## The task
What is needed is an exact copy of the records below, with the pictures left out.

## Task data

******************************

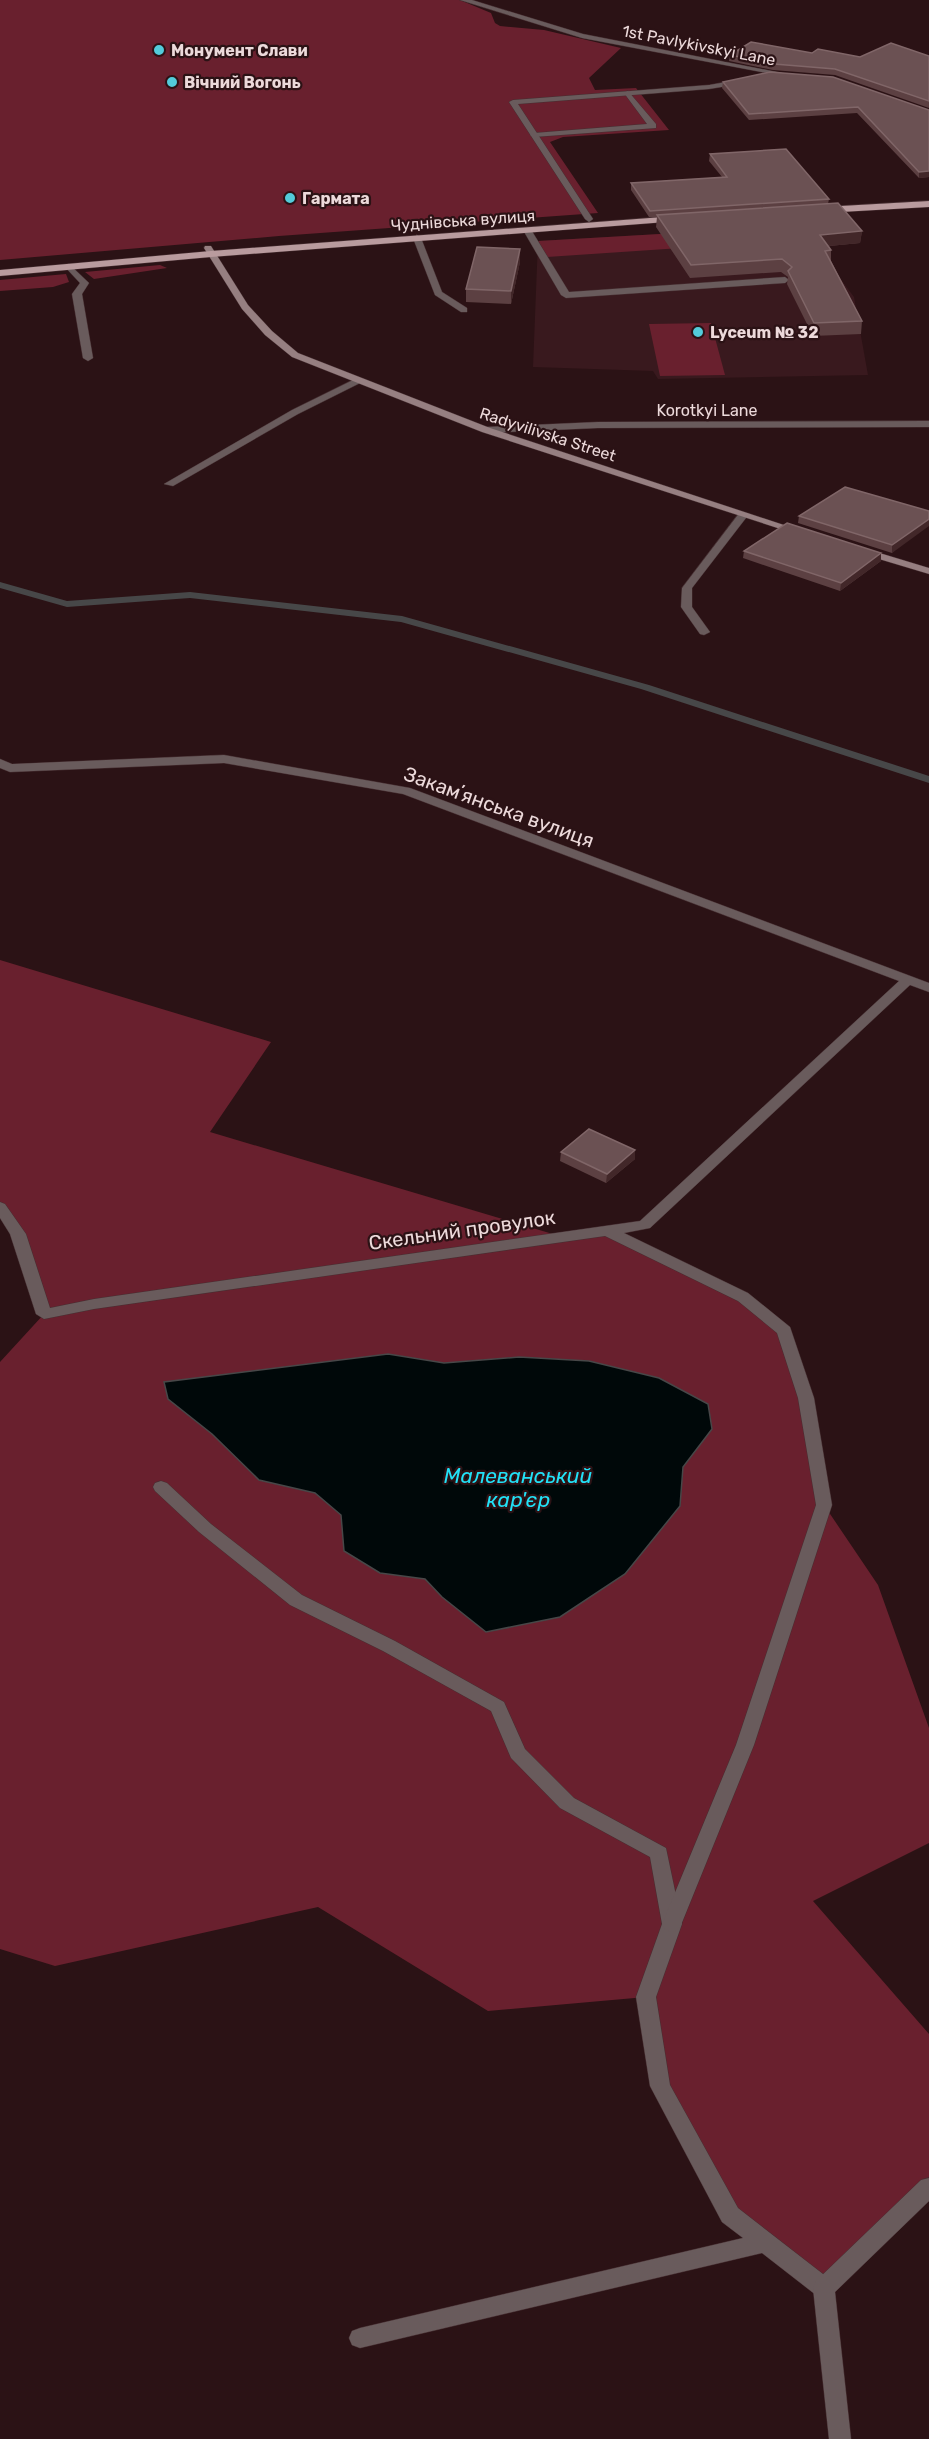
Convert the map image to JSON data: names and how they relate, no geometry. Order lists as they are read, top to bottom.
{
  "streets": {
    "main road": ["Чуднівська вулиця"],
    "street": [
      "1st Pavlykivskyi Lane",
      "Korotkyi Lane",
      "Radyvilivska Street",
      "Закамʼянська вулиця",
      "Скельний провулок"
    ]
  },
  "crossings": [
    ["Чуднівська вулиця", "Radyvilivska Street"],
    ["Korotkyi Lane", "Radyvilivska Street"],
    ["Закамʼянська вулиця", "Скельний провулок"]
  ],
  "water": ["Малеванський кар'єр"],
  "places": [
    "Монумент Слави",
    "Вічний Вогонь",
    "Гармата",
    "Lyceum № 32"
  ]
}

******************************

## Solution to the exercise
Convert the map image to JSON data: names and how they relate, no geometry. Order lists as they are read, top to bottom.
{
  "streets": {
    "main road": ["Чуднівська вулиця"],
    "street": [
      "1st Pavlykivskyi Lane",
      "Korotkyi Lane",
      "Radyvilivska Street",
      "Закамʼянська вулиця",
      "Скельний провулок"
    ]
  },
  "crossings": [
    ["Чуднівська вулиця", "Radyvilivska Street"],
    ["Korotkyi Lane", "Radyvilivska Street"],
    ["Закамʼянська вулиця", "Скельний провулок"]
  ],
  "water": ["Малеванський кар'єр"],
  "places": [
    "Монумент Слави",
    "Вічний Вогонь",
    "Гармата",
    "Lyceum № 32"
  ]
}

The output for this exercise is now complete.